### Prompt
Filter the listing below, keeping every line that holds "stream".

<<<<

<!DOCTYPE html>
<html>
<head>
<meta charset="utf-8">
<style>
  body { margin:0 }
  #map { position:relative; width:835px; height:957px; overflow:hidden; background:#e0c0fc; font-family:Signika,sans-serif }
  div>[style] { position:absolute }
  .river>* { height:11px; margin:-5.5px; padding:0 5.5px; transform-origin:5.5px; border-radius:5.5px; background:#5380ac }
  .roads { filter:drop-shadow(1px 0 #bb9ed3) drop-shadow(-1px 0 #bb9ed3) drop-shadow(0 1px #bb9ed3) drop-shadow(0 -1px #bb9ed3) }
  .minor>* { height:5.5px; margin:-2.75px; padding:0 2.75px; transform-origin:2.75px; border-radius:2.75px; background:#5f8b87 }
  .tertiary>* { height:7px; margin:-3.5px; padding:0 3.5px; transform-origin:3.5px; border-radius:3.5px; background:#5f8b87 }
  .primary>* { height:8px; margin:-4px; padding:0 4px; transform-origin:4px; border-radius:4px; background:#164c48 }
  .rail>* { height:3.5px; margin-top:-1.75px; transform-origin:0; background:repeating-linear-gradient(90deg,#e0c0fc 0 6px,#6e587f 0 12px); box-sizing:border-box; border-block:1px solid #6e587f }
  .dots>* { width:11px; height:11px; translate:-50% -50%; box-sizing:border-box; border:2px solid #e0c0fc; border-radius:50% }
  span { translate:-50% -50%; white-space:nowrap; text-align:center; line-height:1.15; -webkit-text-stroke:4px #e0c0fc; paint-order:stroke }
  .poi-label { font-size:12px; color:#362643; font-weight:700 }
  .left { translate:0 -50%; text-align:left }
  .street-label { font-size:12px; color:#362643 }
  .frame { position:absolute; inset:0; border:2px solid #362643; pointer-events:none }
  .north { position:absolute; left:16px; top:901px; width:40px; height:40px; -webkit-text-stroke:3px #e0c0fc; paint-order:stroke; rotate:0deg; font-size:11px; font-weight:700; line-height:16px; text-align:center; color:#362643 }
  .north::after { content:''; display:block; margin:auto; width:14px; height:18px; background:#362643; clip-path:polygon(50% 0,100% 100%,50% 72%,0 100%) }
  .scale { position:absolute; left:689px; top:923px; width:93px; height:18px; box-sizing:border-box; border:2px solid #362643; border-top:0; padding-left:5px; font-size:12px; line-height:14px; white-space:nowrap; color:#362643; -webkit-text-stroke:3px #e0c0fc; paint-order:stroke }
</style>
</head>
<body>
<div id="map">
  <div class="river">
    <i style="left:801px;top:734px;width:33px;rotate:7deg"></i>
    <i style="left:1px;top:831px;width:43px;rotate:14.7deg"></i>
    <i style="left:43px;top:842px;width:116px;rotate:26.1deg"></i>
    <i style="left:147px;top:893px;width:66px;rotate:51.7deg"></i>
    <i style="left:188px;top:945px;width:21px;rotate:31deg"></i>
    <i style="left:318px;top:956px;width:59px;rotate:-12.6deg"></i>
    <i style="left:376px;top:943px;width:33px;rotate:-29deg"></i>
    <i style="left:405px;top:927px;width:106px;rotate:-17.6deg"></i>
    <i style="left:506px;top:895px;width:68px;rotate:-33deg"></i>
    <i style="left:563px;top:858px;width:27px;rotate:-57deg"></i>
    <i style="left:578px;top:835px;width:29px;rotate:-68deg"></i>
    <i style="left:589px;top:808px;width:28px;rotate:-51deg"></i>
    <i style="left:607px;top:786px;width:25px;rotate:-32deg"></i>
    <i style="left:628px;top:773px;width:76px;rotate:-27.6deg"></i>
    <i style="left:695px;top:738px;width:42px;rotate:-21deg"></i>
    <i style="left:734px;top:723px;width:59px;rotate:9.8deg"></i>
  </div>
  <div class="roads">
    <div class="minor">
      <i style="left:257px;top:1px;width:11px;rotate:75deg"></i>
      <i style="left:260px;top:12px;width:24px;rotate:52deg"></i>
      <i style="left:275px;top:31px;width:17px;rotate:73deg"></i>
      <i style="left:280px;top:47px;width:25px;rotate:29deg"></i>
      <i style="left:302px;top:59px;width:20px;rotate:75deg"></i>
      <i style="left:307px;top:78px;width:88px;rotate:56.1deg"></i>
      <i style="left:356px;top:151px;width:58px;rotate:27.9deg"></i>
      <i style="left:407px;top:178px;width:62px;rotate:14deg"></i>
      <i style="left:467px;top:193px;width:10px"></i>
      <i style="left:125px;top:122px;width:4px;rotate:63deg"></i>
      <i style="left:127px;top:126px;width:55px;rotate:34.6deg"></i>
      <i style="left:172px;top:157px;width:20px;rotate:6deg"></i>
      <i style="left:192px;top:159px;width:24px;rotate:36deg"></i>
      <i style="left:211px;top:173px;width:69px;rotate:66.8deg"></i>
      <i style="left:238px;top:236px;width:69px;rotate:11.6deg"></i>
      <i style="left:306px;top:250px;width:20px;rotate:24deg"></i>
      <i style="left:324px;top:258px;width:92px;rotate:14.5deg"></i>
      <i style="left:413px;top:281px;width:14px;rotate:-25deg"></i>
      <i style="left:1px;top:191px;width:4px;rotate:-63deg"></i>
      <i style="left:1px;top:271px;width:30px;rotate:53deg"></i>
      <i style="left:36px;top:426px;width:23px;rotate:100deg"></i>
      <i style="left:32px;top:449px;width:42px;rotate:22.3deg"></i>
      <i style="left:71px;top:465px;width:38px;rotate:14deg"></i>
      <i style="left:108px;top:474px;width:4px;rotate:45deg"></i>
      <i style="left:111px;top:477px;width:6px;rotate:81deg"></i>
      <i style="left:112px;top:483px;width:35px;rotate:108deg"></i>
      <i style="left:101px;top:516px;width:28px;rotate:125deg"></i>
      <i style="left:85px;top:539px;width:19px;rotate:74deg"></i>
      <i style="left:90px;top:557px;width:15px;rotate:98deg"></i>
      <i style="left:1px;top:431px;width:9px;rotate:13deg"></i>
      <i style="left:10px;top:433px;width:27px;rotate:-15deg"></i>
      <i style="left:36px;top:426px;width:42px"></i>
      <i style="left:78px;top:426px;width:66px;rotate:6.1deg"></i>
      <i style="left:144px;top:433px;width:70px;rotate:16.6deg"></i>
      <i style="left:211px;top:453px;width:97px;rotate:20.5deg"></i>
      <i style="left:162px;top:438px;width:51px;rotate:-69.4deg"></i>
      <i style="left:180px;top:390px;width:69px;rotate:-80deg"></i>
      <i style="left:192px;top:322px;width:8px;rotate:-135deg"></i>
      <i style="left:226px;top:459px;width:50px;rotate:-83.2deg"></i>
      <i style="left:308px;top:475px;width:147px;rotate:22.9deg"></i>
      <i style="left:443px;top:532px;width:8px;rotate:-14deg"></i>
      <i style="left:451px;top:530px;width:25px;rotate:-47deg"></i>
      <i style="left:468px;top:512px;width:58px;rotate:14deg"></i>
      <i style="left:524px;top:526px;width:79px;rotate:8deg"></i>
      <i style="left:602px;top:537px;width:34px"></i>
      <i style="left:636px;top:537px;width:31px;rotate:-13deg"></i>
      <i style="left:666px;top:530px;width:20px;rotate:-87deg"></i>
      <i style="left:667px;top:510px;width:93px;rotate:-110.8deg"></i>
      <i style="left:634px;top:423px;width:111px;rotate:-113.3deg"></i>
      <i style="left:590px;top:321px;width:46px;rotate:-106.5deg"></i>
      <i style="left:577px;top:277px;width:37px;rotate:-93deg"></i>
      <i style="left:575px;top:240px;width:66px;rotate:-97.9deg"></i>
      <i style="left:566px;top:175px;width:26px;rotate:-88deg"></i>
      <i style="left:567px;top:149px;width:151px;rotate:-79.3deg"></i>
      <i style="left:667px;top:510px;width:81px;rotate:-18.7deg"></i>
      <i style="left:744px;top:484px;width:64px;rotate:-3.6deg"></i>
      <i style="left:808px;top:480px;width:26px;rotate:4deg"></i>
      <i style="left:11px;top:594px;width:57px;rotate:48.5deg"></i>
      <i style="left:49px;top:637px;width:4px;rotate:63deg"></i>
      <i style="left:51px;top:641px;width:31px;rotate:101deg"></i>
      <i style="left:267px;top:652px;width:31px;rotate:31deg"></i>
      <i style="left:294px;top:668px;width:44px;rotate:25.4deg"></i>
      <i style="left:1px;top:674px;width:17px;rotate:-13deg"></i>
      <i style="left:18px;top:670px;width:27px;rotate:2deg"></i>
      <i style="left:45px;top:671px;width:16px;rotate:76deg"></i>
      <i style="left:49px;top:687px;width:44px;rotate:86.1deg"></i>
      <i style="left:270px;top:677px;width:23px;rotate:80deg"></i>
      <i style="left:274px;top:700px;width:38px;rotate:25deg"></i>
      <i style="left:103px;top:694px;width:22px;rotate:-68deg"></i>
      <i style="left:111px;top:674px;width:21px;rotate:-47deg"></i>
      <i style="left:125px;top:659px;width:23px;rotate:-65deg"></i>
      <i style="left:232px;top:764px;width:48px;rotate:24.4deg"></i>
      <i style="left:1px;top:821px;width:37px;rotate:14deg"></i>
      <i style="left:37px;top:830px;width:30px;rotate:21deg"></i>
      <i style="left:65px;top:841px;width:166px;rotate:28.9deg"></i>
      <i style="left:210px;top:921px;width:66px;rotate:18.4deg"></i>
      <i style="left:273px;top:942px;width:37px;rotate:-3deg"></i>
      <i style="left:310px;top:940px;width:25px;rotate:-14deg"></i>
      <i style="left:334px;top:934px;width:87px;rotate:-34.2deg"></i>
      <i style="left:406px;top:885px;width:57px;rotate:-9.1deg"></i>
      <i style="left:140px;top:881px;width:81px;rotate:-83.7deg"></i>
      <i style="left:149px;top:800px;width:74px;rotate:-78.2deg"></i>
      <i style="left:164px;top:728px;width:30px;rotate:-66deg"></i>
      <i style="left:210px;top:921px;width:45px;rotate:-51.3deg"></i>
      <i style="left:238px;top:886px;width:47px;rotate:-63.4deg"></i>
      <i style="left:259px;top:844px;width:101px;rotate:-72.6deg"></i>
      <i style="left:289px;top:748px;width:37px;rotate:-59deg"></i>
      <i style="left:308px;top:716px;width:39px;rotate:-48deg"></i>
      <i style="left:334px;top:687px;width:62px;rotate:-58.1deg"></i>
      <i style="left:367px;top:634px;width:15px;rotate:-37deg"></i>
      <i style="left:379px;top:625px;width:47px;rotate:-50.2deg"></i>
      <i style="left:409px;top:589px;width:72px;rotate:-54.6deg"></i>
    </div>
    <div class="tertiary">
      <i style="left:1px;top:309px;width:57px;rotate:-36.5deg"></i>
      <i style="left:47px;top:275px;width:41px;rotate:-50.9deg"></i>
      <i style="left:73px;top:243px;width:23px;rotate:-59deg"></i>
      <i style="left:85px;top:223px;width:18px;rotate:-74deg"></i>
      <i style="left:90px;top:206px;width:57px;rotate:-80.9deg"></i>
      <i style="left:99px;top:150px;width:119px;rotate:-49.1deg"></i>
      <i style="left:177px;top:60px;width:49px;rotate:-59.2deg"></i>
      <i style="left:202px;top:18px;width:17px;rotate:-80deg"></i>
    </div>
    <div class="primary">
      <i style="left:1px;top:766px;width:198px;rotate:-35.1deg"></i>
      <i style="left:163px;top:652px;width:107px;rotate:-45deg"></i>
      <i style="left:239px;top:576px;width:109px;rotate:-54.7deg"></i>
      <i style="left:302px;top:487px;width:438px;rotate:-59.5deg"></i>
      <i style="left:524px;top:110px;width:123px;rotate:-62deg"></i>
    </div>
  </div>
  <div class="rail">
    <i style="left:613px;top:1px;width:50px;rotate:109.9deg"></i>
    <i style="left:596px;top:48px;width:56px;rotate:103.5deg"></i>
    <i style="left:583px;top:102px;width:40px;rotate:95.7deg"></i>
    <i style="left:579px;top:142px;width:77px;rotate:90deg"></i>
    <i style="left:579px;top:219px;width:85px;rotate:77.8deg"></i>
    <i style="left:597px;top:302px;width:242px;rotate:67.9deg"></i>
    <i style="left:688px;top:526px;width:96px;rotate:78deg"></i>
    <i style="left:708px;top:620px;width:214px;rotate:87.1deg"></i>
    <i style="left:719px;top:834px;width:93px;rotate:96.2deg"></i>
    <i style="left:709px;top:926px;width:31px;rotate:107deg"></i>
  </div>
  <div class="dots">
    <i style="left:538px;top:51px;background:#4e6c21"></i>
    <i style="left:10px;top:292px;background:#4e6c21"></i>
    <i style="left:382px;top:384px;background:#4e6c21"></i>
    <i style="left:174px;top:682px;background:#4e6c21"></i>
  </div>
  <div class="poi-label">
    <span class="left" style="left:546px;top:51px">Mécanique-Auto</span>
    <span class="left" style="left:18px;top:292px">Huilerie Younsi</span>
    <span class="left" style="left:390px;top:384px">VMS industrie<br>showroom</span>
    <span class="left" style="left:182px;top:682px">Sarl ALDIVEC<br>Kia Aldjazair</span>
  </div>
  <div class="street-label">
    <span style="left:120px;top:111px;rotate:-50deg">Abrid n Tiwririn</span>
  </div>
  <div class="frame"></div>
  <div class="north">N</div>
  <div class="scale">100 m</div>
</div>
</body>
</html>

>>>>
<<<<

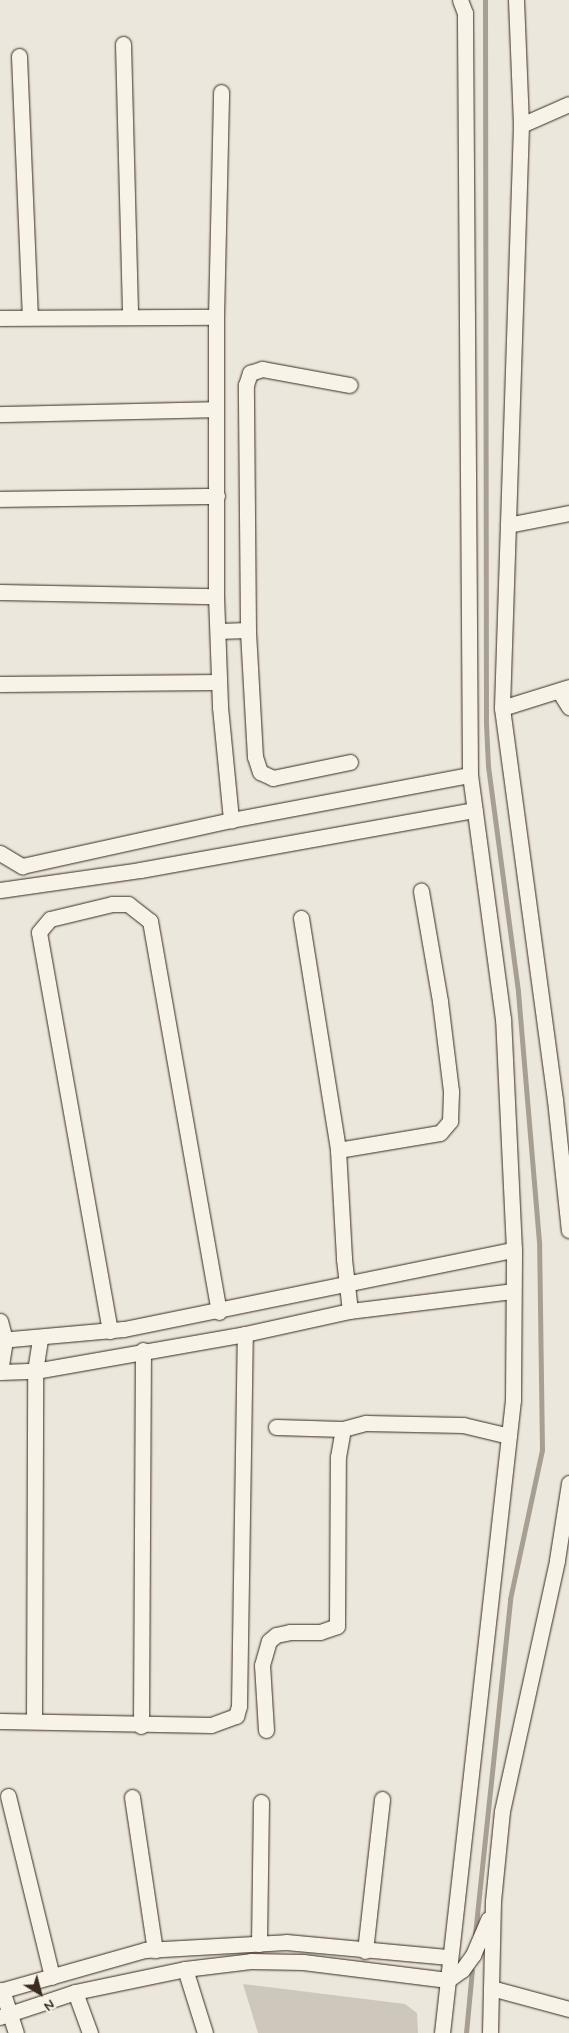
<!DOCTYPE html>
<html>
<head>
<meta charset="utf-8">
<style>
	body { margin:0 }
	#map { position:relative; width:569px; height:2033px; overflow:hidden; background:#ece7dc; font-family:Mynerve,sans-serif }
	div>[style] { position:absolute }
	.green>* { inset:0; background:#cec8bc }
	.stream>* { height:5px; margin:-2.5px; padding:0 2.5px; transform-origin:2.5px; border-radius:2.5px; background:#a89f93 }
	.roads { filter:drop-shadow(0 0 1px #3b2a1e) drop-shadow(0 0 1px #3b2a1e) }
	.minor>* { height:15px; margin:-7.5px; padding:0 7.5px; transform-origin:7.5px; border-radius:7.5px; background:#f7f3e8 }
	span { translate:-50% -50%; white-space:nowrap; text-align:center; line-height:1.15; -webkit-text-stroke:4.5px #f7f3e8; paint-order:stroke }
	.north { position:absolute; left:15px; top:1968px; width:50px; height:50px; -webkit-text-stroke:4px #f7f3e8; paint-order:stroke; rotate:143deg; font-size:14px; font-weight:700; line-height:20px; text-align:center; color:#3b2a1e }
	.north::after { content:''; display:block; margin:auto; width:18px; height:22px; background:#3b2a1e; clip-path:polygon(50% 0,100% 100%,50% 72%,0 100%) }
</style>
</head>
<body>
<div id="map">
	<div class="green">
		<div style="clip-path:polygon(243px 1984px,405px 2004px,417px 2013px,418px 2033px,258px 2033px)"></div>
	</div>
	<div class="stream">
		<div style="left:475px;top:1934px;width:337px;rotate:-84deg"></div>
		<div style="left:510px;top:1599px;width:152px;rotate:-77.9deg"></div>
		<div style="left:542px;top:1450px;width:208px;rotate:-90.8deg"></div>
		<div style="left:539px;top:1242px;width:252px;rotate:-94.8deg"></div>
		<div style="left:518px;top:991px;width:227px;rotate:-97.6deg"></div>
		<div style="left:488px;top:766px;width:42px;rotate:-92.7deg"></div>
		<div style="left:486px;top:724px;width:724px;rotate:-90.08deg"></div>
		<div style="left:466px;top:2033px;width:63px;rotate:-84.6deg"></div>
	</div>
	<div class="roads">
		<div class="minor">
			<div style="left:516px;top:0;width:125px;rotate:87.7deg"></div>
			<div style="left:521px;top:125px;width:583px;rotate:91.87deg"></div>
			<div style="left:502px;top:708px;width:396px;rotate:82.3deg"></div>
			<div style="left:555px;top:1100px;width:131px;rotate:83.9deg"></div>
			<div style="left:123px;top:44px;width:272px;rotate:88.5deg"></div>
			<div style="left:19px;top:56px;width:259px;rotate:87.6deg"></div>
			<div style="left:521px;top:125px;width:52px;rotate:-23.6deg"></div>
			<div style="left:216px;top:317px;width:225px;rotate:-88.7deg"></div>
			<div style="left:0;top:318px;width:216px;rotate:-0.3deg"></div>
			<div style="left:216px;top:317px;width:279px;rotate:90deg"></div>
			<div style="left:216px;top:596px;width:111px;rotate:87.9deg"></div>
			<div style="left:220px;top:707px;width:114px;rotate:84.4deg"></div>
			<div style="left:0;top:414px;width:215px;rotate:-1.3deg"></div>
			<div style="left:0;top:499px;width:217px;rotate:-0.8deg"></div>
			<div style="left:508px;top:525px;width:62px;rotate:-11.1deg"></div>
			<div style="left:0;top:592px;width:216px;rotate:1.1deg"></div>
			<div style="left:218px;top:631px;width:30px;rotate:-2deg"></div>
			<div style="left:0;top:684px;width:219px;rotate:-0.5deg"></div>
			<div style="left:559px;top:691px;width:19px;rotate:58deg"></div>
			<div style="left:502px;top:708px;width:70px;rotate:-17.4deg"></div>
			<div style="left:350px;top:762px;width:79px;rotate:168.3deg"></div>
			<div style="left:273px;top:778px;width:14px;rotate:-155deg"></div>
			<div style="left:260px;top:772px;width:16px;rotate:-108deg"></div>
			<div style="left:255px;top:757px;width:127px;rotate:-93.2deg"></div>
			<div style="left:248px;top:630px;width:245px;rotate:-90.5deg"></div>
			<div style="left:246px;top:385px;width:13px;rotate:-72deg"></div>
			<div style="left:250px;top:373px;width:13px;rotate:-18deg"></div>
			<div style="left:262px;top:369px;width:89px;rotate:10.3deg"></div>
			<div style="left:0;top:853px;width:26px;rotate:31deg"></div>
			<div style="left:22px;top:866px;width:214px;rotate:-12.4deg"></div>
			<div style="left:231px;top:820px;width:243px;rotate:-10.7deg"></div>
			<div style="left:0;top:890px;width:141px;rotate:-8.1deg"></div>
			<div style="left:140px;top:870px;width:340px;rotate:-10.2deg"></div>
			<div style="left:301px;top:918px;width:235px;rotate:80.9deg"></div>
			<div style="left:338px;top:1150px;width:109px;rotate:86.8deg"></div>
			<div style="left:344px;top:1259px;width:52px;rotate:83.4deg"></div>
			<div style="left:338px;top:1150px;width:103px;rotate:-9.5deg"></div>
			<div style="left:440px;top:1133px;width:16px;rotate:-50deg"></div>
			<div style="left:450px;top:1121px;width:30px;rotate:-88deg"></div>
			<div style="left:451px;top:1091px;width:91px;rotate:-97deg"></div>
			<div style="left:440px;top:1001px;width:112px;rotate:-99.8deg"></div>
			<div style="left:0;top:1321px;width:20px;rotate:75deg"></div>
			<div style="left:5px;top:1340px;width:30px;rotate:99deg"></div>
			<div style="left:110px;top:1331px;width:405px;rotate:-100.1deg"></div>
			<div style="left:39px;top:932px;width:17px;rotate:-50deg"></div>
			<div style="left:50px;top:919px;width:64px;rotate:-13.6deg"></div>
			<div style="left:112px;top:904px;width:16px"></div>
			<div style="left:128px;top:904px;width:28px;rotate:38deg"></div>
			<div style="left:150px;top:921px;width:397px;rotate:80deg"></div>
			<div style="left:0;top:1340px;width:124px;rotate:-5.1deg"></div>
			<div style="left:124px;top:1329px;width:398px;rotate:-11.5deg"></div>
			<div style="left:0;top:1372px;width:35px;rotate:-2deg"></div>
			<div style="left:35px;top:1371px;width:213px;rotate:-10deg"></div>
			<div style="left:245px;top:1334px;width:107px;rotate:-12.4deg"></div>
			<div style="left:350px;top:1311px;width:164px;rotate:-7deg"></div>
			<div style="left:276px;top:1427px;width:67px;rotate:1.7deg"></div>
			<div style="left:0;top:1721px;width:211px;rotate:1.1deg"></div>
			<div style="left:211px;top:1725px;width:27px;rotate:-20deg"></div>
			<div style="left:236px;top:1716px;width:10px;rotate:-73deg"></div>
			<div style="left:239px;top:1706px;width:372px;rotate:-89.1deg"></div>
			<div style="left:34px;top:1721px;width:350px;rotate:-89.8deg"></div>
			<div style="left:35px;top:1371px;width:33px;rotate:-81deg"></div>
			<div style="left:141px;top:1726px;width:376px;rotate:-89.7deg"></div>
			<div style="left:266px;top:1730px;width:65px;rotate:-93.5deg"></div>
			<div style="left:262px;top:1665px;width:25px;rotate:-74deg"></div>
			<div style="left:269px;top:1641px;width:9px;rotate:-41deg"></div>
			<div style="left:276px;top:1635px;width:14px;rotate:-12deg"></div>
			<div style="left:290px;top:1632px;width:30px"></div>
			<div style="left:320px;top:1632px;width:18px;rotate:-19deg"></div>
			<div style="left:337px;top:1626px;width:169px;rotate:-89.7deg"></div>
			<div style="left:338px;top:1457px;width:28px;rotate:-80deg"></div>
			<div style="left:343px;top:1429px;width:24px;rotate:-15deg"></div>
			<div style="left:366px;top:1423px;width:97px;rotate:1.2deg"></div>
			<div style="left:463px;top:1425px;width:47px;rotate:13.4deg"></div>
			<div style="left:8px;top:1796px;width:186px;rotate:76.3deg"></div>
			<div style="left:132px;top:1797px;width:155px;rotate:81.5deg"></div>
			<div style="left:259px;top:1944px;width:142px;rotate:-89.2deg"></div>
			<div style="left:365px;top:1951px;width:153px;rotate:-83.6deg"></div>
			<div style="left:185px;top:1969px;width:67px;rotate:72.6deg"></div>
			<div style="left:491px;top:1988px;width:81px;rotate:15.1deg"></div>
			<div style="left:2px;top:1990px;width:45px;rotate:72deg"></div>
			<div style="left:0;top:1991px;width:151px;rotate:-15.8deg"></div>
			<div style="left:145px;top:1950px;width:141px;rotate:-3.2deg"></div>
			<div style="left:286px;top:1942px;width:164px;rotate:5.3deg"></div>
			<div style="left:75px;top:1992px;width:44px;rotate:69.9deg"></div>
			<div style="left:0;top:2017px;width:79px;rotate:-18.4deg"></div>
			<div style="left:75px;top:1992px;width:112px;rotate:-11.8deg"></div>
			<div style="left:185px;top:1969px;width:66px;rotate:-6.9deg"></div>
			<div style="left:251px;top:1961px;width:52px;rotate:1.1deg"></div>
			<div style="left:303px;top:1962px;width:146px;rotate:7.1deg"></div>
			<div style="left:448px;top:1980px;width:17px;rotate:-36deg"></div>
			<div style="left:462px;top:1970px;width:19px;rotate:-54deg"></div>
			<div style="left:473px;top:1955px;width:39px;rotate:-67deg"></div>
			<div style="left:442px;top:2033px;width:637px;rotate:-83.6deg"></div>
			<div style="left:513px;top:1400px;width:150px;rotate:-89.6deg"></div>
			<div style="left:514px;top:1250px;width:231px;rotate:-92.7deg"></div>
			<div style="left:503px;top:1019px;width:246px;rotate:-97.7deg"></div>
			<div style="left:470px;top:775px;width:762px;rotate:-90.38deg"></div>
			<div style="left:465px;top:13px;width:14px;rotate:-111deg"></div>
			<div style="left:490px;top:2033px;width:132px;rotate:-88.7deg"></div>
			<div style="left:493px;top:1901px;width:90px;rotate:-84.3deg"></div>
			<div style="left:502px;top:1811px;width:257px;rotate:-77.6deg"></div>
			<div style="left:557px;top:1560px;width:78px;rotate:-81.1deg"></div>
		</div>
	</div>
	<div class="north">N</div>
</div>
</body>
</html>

>>>>

### Expected answer
	.stream>* { height:5px; margin:-2.5px; padding:0 2.5px; transform-origin:2.5px; border-radius:2.5px; background:#a89f93 }
	<div class="stream">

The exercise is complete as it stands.